Is a classroom the only place for teaching and learning?
There is no doubt that the pandemic has completely changed where and how teaching and learning takes place. It has also shifted the limelight on the significant role technology can play in teaching and learning, as well as the greater role parents can play in their children’s education. There could be a bigger role for technology in education – both inside and outside the classroom – after the pandemic. Prior to the pandemic, many experts and teachers were sceptical of the potential for digital technology to support learning. However, qualitative research suggests that the experience of the pandemic has catalysed a re-evaluation of the role that technology could play in teaching and learning. This is because more schools have seen the potential for technology to enable better learning.

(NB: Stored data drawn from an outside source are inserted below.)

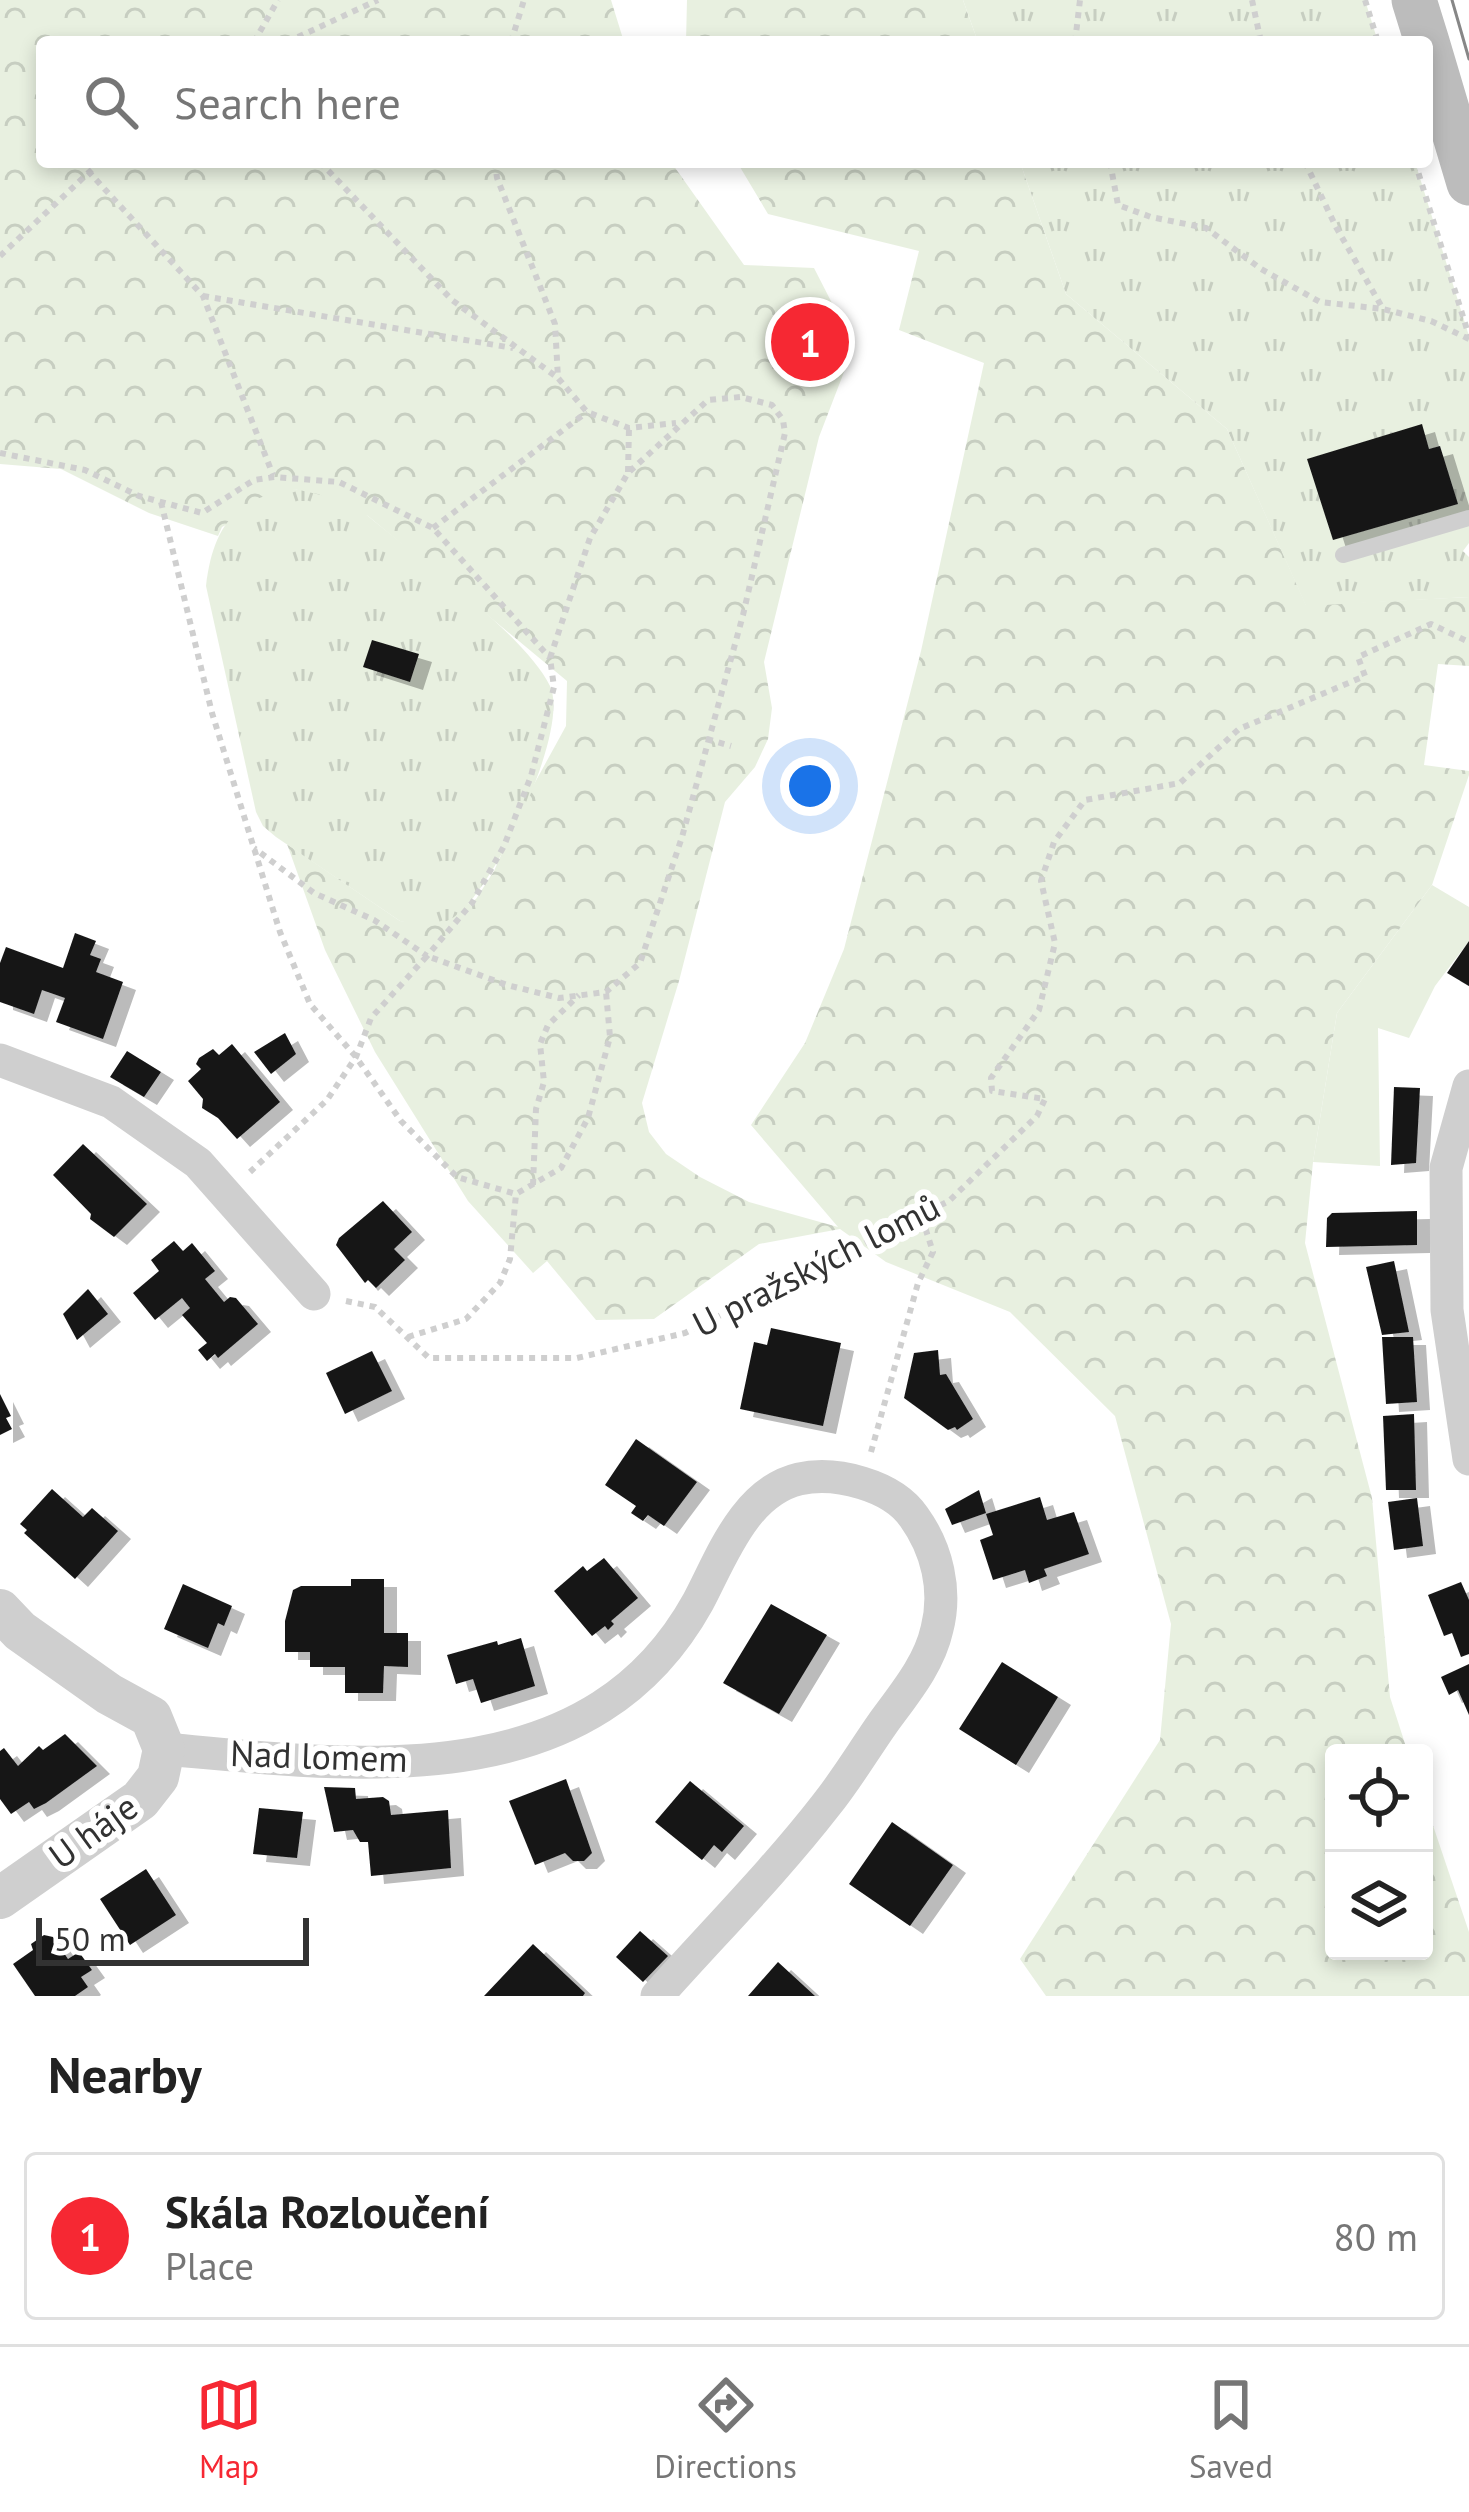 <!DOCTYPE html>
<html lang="en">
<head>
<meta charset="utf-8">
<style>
	:root { --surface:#fff; --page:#f6f6f6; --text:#222; --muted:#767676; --line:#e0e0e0; --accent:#f62833 }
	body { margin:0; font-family:"PT Sans",sans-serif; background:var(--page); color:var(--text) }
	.controls { position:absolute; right:36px; bottom:36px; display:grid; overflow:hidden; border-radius:12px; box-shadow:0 6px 18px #0003 }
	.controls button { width:108px; height:108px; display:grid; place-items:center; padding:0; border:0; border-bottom:3px solid var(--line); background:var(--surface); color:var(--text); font:60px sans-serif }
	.scale { position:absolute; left:36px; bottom:30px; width:273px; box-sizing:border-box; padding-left:12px; border:6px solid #323232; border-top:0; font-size:33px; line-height:42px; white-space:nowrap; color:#323232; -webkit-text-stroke:9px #fff; paint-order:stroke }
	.you { position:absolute; left:810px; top:786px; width:42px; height:42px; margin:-30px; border:9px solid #fff; border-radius:50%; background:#1a73e8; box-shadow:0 0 0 18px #1a73e833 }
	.badge { display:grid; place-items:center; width:78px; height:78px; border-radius:50%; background:var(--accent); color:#fff; font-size:39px; font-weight:700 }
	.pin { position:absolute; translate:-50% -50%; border:6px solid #fff; box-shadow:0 3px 12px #0006 }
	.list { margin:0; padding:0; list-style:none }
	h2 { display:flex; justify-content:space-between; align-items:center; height:156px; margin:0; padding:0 48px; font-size:51px }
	h2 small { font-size:39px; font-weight:400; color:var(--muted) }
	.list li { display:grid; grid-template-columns:78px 1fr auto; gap:36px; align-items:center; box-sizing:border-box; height:168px; margin:0 24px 24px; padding:0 24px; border:3px solid var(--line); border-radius:12px }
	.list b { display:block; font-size:45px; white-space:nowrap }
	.list p { margin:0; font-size:39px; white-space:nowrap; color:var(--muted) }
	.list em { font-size:39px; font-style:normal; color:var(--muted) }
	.icon { flex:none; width:66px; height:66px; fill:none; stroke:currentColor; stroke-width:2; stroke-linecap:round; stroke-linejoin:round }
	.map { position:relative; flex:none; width:1469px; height:1996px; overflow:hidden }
	.search { position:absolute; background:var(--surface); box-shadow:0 6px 18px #0003; left:36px; right:36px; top:36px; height:132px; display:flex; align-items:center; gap:30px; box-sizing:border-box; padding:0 42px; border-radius:12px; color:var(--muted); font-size:45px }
	.sheet { height:348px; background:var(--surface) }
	nav { display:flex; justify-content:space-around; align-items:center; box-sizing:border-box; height:168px; border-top:3px solid var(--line); background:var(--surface); font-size:33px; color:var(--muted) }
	nav a { display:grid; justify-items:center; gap:6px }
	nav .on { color:var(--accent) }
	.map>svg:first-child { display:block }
	.green { fill:#e8f0e0 }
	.forest { fill:url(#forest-crowns) }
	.park { fill:url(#park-tufts); fill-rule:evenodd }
	.building { fill:#191919; filter:url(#shadow) }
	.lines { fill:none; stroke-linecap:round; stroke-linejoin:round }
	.path { stroke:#cfcfcf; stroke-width:6; stroke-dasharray:6 6; stroke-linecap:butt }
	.service { stroke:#cfcfcf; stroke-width:16 }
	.minor { stroke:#cfcfcf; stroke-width:33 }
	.tertiary { stroke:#cfcfcf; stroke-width:42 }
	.secondary { stroke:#bcbcbc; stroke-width:45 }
	.tram { stroke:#878787; stroke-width:3 }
	.labels { text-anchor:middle; stroke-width:12; stroke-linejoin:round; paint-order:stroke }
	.street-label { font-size:36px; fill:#323232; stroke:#fff }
</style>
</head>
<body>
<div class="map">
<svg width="1469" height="1996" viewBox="0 0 1469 1996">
	<defs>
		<pattern id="forest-crowns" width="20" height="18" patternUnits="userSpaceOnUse" patternTransform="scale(3)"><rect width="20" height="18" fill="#e8f0e0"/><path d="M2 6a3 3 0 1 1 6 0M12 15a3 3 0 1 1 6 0" fill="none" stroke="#c7cec1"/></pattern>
		<pattern id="park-tufts" width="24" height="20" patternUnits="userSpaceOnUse" patternTransform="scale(3)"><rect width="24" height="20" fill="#e8f0e0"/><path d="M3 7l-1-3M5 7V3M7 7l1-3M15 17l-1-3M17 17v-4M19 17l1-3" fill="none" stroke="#c7cec1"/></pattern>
		<filter id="shadow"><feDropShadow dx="13" dy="8" stdDeviation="0" flood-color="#0004"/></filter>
	</defs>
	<rect width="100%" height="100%" fill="#fff"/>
	<path class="green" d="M1432,885L1469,907V941L1435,986L1409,1038L1378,1028L1380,1166L1313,1162L1337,1013Z"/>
	<path class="forest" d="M0,0H611L624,42H42V162H671L744,265L814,268L854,346L819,437L764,662L772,708L768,739L755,767L725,802L679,981L642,1103L649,1132L666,1154L700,1177L749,1202L838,1227L751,1125L805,1043L844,949L921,651L984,363L899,330L919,251L768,214L737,162H1020L1066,294L1227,429L1306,605L1469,597V666L1438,664L1424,765L1469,771V775L1432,885L1337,1013L1313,1162L1305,1243L1372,1498L1390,1697L1408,1753H1334V1951H1424V1799L1469,1932V1996H1046L1020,1959L1160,1740L1171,1624L1115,1416L1010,1312L886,1262L840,1229L759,1244L654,1319L596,1320L547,1261L533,1273L468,1201L375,1052L325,950L287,844L400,921L433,924L476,899L494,871L527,797L566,726L567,681L368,516L295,489L222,527L218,536L149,513L61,469L0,464Z
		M687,0H963L978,42H686Z"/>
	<path class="park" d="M963,0H1365L1378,42H978Z
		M1020,162H1415L1469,336V543L1463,551L1469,557V597L1306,606L1227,429L1066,294ZM1421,425L1429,449L1440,446L1457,504L1333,539L1308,459Z
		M295,489L347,501L368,516C415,555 525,635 550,686C571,730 493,891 454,917C438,928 418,925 400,921L276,837L263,826L256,812L206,586C213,528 234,497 295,489Z"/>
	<path class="building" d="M1422,424L1429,449L1440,446L1458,504L1333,540L1307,459Z
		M372,640L419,654L410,682L363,667Z
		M75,933L96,941L90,955L101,959L96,972L123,982L103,1039L56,1022L65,998L42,990L34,1014L0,1002V963L6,947L63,968Z
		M1469,941V986L1447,973Z
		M285,1033L296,1054L271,1074L254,1052Z
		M232,1044L280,1102L237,1139L218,1118L202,1108L203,1099L188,1081L201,1069L196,1064L199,1058L213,1049L219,1055Z
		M127,1051L161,1072L144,1097L110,1077Z
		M1394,1087L1420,1088L1416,1163L1391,1165Z
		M83,1144L147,1204L114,1237L90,1219L91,1214L53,1175Z
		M383,1201L412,1232L394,1249L405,1260L376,1288L368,1280L365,1283L336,1245L339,1238Z
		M1417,1211V1245L1326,1247L1327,1218L1332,1213Z
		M174,1241L183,1251L192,1243L215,1271L205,1279L224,1302L230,1297L236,1298L258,1324L218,1358L215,1354L207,1361L198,1350L207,1343L182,1315L190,1308L182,1298L155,1320L133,1293L159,1271L151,1260Z
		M1394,1261L1409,1332L1382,1335L1366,1267Z
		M88,1289L108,1314L77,1340L63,1314Z
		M771,1328L841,1343L823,1426L740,1409L754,1342L767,1345Z
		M1382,1337H1413L1417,1402L1386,1404Z
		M938,1350L940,1375L946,1374L973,1419L957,1430L955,1427L948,1430L904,1398L914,1353Z
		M372,1351L392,1391L345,1414L326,1373Z
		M0,1394L11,1416L6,1418L12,1429L0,1435Z
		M1414,1414L1416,1490H1386L1383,1416Z
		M636,1439L697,1482L664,1526L648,1515L643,1521L631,1513L636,1506L605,1485Z
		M52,1489L83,1517L92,1508L118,1531L75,1579L24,1533L27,1530L20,1524Z
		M979,1490L986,1513L952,1525L945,1509Z
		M1040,1497L1047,1520L1074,1512L1089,1554L1044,1569L1047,1576L1029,1583L1025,1570L993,1580L980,1540L993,1535L986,1514Z
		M1417,1498L1423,1546L1394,1550L1388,1502Z
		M604,1558L638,1598L611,1621L614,1624L608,1630L605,1626L592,1636L554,1591L583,1566L587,1571Z
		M351,1579H384V1633H408V1667L384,1666L383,1693H345V1667H310V1652H285V1621L293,1590L301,1586H351Z
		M1461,1582L1469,1600V1654L1461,1657L1452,1633L1444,1636L1428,1595Z
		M183,1584L232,1606L224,1626L218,1623L208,1648L164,1629Z
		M771,1604L827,1635L779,1714L723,1683Z
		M521,1638L535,1686L481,1703L473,1679L456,1684L447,1655L497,1641L498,1645Z
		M1002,1662L1058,1697L1016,1765L959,1729Z
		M1469,1664V1715L1458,1690L1449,1695L1441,1677Z
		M65,1734L97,1766L46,1803L34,1809L29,1802L11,1814L0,1799V1751L4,1748L18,1766L39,1746L43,1750Z
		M566,1779L592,1853L584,1861H573L565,1853L535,1865L509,1801Z
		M690,1781L744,1826L722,1852L714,1845L702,1860L655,1822Z
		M324,1787L355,1788L356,1799L383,1797L389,1801L391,1815L448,1810L451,1868L371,1876L368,1842H360L353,1830L334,1832Z
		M259,1808L303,1812L297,1858L253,1854Z
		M892,1822L953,1865L910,1926L849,1884Z
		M146,1869L176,1915L130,1945L100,1899Z
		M640,1931L668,1956L643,1982L616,1957Z
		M44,1935L53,1937L68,1959L79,1952L92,1970L81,1977L88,1987L75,1996H35L13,1964L33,1950L31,1944Z
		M533,1944L585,1993L583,1996H484Z
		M778,1962L815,1996H748Z"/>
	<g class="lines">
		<path class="path" d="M1252,0L1261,42
			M1365,0L1378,42
			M254,42L278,0
			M287,42L378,0
			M511,42L524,0
			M1075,42L1080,0
			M320,162L452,300L558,378
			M495,162L497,178L555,324L558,378L587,412L629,428L676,423
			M1110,162L1118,205L1151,217L1206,228L1261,269L1320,302L1383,309
			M1305,162L1336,227L1383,309L1431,321L1469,339
			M1415,162L1469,336
			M88,171L203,296L273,475
			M0,256L100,162
			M203,296L513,348
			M0,453L85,470L139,496L202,513L254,480L274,477L339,482L433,528L550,658
			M628,472L629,428
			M161,502L212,713L280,932L310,1004L356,1057L401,1121L457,1177L516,1194
			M433,528L587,412
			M707,739L731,746
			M250,1172L327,1100L356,1057L371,1018L427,956L507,985L559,998L606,992L640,963L682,837L743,615L785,433L783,420L772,405L741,397L708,400L628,473L590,538L550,658L554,687L531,776L504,846L472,903L427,956L374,920L314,893L254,848
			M533,1185L536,1109L544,1082L540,1044L548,1025L579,995
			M346,1301L375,1307L429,1358H577L685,1333L949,1201L1037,1116L1045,1099L992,1091L991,1078L1039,1010L1055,943L1041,881L1054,842L1085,800L1180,783L1239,729L1365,676L1358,657L1431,624L1469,642
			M408,1337L466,1319L500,1283L510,1259L516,1194L561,1168L588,1118L610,1037L606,992
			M871,1452L918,1283L933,1252L921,1215"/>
		<path class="service" d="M1343,555L1469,518"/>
		<path class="minor" d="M0,1060L111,1102L198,1163L314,1294
			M1469,1086L1446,1168L1447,1310L1469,1459
			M164,1749C353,1766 589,1799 698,1602C721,1559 744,1492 799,1479C836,1471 892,1485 914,1517C937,1549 947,1590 937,1629C929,1665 904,1694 883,1723C864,1750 847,1779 826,1805C774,1872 713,1933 657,1996"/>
		<path class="tertiary" d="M0,1610L20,1631L109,1694L151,1717L164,1749L158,1777L140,1800L0,1898"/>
		<path class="secondary" d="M1414,0L1427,42
			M1427,42L1469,183"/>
		<path class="tram" d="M1452,0L1469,59"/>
	</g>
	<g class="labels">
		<g class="street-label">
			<text transform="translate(816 1265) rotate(-27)" y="13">U pražských lomů</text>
			<text transform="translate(319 1756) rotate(2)" y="13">Nad lomem</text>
			<text transform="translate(93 1831) rotate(-36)" y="13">U háje</text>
		</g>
	</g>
</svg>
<div class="controls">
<button><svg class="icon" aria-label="locate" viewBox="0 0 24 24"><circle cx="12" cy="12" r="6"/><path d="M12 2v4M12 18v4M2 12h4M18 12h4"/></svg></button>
<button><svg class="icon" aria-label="layers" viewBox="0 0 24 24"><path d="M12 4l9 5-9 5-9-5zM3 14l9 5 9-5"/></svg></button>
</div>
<div class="scale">50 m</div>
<div class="you"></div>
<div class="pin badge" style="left:810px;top:342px">1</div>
<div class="search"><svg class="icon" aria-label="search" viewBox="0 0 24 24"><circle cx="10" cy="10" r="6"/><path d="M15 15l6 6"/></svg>Search here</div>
</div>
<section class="sheet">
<h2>Nearby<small></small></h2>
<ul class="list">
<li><span class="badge">1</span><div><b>Skála Rozloučení</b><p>Place</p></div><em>80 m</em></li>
</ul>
</section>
<nav>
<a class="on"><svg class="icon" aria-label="map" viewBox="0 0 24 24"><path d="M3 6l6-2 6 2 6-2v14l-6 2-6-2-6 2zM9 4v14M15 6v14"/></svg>Map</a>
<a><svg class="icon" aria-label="directions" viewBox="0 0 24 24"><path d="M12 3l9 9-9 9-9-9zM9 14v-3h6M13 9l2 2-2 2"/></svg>Directions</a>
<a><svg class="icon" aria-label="saved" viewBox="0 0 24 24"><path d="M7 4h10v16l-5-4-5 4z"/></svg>Saved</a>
</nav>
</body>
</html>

The pandemic has also fundamentally shifted who is involved in education, with parents taking a bigger role. Formal learning primarily involves students and teachers. Before the pandemic, parent involvement was largely confined to attending parents’ evenings, engaging in end-of-term reports and providing support with learning at home throughout the year. The pandemic fundamentally changed this, with children at home during lockdown and parents, on the whole, taking a much greater role in shaping what, when and how their children learned. Studies have indicated that many parents would like a more active role in their children’s education. This should be embraced since studies suggest that increased parental engagement will lead to better outcomes.
Finally, Covid-19 has resulted in an unprecedented disruption to schools and learners. However, the pandemic can also be seen as an opportunity to ‘build back better’. We can use this as a moment to ‘reset’ our system and address some of the longstanding weaknesses that pre-date the pandemic. Hence it will not be an exaggeration to conclude that the future of education is well and truly here.